● **Problem details**
Count the lines in the records below that contain the word "paint", and give only that number.

[Stored entries]
BEGIN

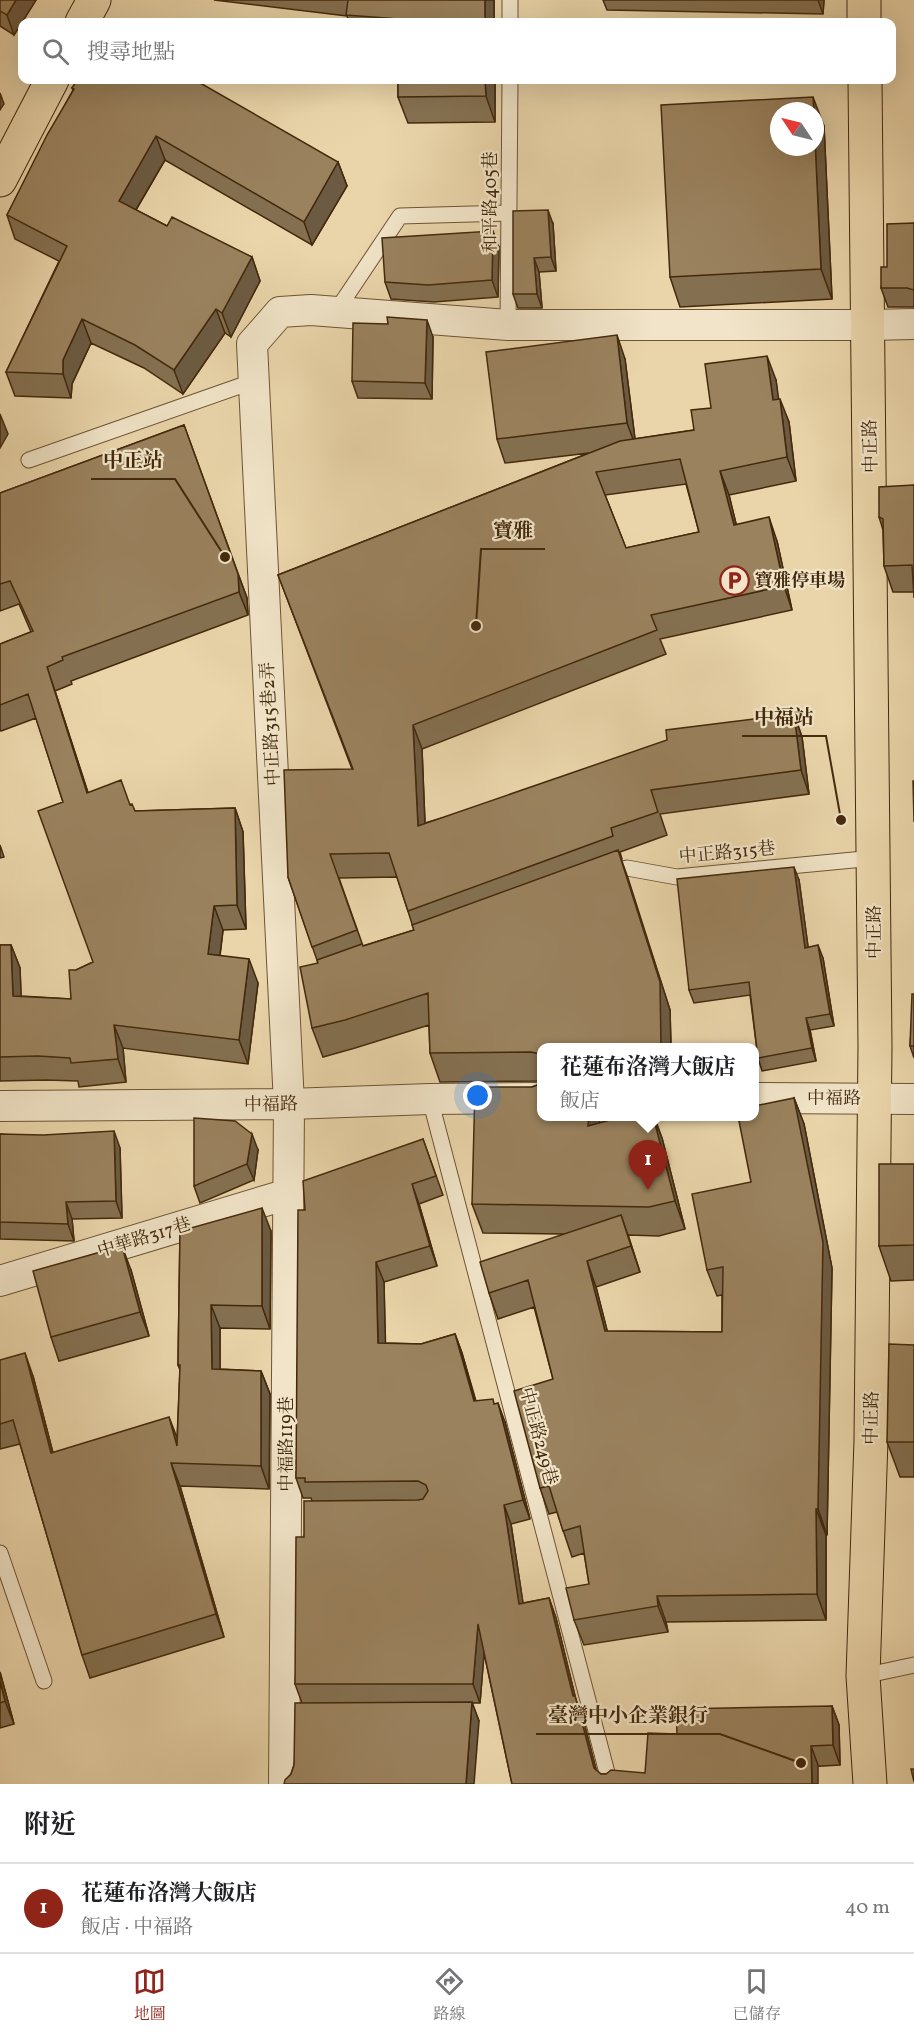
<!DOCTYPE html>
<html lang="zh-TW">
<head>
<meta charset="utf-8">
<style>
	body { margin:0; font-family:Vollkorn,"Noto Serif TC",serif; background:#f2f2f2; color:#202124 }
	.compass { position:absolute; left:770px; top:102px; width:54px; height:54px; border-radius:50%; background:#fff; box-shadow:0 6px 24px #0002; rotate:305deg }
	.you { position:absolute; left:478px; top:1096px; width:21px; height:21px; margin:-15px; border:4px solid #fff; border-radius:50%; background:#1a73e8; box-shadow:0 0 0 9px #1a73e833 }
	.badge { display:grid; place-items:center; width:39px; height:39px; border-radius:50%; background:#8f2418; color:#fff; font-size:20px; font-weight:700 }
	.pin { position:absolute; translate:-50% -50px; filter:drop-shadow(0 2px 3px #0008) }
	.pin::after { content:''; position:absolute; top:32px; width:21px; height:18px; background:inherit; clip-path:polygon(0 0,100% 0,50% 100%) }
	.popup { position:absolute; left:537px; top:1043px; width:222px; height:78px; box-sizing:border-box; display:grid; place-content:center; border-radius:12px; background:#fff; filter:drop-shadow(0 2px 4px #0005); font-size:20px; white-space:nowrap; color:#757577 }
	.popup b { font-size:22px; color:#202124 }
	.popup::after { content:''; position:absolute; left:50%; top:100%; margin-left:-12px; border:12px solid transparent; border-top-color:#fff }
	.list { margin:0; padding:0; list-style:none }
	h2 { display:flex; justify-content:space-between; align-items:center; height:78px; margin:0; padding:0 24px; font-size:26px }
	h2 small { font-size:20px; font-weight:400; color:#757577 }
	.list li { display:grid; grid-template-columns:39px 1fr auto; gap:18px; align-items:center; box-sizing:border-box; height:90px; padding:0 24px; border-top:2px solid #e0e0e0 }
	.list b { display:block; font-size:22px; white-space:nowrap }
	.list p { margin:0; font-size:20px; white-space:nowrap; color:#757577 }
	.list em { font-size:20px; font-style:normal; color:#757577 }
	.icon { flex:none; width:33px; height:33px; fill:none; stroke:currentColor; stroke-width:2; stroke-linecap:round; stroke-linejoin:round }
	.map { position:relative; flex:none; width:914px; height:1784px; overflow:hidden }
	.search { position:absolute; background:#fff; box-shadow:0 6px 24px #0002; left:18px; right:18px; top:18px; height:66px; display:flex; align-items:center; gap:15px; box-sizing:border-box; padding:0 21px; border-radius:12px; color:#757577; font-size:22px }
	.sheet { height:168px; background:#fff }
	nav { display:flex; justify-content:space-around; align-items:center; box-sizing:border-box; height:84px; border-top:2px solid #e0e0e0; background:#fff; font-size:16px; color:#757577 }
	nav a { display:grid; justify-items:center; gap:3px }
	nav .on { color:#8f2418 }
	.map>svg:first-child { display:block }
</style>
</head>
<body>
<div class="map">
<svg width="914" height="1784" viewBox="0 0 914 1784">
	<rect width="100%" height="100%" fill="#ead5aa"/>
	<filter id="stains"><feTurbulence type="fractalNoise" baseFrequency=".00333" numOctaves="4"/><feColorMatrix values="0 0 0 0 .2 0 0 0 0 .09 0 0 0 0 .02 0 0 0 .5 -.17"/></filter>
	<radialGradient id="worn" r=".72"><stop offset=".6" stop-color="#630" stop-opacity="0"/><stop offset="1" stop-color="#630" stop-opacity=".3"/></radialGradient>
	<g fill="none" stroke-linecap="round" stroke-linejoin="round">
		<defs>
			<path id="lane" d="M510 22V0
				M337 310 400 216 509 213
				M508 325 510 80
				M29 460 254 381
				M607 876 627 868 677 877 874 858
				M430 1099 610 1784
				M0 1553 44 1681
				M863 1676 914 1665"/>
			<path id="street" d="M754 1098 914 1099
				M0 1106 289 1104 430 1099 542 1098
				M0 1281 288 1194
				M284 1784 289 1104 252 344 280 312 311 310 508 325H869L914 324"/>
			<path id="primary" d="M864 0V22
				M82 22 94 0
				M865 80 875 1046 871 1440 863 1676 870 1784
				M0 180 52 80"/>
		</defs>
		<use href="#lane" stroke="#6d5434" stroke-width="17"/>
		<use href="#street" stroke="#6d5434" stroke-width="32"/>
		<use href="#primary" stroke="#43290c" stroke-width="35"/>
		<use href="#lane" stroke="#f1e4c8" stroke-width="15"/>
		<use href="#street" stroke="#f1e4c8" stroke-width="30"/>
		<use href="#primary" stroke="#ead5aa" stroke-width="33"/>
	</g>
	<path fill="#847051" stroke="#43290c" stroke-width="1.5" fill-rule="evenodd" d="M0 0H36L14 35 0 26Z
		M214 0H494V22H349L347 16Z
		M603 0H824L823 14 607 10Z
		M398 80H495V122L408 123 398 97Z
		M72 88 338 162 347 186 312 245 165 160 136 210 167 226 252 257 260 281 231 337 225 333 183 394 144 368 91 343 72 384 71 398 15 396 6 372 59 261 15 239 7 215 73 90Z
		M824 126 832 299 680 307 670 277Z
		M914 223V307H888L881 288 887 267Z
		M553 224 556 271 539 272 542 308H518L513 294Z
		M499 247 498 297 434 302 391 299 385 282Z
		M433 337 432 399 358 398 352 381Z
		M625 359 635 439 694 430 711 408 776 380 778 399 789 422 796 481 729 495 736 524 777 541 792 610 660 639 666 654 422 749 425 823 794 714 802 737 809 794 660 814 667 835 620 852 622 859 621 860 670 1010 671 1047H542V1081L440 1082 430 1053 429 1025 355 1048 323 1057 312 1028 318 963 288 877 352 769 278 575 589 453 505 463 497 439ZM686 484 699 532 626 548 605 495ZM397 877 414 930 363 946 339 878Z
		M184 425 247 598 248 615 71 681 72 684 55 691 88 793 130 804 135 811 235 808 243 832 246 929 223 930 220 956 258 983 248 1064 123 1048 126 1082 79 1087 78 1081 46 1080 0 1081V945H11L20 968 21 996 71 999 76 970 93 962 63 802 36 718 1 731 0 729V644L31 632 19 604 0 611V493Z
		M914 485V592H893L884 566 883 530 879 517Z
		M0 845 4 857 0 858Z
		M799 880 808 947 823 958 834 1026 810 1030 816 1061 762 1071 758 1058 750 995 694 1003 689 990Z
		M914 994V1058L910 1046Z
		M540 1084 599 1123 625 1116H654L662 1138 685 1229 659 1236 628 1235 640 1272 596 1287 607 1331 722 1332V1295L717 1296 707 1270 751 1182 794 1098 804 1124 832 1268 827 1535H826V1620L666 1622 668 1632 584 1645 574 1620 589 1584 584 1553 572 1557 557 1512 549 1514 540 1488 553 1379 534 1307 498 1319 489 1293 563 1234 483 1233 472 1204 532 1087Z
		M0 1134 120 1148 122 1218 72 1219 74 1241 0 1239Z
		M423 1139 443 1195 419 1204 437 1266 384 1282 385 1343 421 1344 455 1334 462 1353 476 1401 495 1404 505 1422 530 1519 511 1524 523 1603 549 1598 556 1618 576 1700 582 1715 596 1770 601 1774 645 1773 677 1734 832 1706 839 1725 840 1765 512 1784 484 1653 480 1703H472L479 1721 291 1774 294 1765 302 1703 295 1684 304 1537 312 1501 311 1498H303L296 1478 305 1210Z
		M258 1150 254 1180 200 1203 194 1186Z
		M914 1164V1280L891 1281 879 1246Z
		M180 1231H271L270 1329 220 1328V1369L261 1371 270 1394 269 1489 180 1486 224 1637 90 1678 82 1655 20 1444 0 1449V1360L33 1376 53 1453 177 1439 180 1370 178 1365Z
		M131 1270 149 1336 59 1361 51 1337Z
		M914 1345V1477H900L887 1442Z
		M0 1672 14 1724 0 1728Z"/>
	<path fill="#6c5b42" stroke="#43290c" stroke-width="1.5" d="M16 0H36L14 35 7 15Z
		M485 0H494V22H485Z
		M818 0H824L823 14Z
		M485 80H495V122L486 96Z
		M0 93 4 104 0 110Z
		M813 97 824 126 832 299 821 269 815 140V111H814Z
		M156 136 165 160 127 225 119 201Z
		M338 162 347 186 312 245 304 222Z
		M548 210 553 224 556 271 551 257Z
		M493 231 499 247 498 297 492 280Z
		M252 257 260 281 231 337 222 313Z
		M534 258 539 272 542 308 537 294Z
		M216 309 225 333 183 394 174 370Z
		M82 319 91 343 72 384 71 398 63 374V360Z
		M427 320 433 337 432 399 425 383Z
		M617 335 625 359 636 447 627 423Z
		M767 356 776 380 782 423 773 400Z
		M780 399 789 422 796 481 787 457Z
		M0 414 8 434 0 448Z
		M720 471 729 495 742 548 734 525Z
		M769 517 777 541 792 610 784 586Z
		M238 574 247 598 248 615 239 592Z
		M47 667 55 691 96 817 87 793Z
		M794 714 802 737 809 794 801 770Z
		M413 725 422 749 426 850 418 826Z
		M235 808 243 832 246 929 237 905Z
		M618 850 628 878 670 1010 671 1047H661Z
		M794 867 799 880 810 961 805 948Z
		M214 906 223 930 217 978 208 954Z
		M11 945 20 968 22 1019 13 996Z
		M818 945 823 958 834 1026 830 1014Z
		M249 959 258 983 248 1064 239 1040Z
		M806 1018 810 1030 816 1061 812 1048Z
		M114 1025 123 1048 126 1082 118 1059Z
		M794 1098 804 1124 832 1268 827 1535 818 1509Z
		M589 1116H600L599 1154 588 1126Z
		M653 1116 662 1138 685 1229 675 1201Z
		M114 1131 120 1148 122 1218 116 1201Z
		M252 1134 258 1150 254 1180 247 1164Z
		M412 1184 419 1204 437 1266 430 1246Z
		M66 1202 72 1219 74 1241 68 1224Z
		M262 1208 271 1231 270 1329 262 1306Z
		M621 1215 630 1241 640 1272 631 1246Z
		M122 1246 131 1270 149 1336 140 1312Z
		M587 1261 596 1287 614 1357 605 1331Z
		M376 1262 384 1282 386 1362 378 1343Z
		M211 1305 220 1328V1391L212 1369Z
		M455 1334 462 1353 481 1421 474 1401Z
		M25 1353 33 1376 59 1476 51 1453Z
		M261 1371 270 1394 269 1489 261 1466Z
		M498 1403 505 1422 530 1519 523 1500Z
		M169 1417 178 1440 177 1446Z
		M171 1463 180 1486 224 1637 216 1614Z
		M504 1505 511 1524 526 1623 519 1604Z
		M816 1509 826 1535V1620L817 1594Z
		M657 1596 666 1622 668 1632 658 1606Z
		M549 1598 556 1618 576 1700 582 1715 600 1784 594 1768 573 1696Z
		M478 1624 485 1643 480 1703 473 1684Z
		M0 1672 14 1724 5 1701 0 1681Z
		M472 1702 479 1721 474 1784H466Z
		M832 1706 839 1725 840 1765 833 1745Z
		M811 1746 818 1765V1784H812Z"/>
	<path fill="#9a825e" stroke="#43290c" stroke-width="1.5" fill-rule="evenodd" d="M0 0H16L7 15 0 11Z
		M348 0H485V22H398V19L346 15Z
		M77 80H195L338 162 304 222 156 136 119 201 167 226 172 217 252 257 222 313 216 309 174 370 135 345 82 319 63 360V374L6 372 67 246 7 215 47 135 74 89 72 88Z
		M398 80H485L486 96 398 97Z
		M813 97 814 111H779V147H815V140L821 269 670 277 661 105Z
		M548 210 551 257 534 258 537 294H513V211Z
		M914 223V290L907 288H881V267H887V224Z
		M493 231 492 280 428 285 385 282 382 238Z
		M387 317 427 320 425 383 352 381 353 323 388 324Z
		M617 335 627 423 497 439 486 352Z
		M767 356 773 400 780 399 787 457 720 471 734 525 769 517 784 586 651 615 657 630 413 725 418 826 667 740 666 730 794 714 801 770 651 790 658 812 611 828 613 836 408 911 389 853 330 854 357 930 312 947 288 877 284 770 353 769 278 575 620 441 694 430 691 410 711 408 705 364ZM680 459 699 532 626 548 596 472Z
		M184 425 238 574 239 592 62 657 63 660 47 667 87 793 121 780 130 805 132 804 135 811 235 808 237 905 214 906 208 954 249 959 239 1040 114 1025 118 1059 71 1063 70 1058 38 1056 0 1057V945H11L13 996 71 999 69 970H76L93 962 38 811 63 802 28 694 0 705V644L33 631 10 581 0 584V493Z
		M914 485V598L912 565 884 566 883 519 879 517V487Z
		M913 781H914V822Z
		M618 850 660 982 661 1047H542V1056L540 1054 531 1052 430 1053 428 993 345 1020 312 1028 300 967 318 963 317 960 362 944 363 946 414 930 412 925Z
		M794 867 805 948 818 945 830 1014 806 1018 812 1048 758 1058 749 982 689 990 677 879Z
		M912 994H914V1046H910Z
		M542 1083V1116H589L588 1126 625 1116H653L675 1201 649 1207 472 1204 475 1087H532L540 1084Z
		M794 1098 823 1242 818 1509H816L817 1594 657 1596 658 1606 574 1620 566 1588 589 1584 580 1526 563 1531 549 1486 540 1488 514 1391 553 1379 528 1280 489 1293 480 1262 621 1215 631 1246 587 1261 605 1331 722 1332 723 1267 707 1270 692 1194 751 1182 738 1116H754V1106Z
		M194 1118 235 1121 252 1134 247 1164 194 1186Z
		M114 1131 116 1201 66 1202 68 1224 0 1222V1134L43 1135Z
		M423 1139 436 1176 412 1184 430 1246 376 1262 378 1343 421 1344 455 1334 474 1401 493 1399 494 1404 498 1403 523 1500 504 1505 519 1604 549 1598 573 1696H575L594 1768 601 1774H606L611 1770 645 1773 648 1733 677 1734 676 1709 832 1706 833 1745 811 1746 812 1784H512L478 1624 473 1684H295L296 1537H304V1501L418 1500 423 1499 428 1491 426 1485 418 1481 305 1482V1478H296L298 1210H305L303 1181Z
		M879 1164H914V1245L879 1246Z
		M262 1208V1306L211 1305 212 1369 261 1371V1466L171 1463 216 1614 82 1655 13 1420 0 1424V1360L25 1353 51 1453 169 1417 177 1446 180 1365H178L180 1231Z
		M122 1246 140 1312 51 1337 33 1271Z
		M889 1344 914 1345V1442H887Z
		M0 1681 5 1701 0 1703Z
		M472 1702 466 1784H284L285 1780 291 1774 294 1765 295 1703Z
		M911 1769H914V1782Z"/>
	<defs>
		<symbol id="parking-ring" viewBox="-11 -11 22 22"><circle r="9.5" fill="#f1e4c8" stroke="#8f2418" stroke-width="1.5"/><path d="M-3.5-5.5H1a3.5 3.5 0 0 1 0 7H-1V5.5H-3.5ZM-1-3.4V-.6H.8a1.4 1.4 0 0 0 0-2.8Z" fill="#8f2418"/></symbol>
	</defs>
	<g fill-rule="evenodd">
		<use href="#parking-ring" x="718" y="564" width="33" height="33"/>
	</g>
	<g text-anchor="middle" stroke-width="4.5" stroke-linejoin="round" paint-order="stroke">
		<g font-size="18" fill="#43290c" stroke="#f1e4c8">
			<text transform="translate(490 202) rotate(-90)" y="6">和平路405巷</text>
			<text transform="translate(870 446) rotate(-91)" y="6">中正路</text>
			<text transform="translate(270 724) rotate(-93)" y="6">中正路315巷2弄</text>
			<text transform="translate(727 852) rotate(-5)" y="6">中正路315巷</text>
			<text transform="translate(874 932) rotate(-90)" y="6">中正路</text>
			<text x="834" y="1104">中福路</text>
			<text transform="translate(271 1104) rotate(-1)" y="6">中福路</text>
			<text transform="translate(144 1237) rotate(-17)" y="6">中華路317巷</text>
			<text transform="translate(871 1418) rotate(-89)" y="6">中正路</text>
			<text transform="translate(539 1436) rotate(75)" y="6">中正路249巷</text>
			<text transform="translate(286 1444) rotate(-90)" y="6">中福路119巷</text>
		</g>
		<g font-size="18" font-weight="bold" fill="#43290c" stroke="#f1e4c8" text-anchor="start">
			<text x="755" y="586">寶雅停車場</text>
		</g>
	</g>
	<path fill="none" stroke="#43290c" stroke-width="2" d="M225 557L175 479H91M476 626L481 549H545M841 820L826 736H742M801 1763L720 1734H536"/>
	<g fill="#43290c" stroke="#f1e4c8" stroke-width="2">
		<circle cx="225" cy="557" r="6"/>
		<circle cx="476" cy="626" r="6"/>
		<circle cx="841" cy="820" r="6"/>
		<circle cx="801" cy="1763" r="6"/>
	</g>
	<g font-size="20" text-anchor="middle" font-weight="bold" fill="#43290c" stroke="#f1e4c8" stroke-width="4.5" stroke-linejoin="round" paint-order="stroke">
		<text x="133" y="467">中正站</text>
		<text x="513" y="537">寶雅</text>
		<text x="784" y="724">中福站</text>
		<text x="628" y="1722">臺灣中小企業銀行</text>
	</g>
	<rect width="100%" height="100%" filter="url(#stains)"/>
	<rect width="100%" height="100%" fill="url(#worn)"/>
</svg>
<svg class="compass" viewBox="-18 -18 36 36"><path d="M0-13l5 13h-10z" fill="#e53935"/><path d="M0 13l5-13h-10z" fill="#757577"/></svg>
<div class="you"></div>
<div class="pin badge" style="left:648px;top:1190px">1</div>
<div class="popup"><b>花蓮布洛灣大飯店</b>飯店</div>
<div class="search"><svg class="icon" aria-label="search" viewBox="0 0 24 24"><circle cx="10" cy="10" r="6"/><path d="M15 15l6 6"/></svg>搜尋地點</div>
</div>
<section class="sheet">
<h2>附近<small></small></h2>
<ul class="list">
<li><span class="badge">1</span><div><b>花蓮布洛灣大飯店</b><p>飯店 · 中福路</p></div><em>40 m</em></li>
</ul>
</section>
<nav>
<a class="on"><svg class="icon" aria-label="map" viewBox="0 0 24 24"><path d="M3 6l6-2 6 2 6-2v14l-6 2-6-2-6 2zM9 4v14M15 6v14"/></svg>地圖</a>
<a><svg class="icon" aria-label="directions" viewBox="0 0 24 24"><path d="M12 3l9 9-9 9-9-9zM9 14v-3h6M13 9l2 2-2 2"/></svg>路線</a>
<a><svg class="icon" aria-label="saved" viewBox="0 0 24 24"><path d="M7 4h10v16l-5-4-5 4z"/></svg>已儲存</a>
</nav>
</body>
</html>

END

● **Answer to the exercise**
2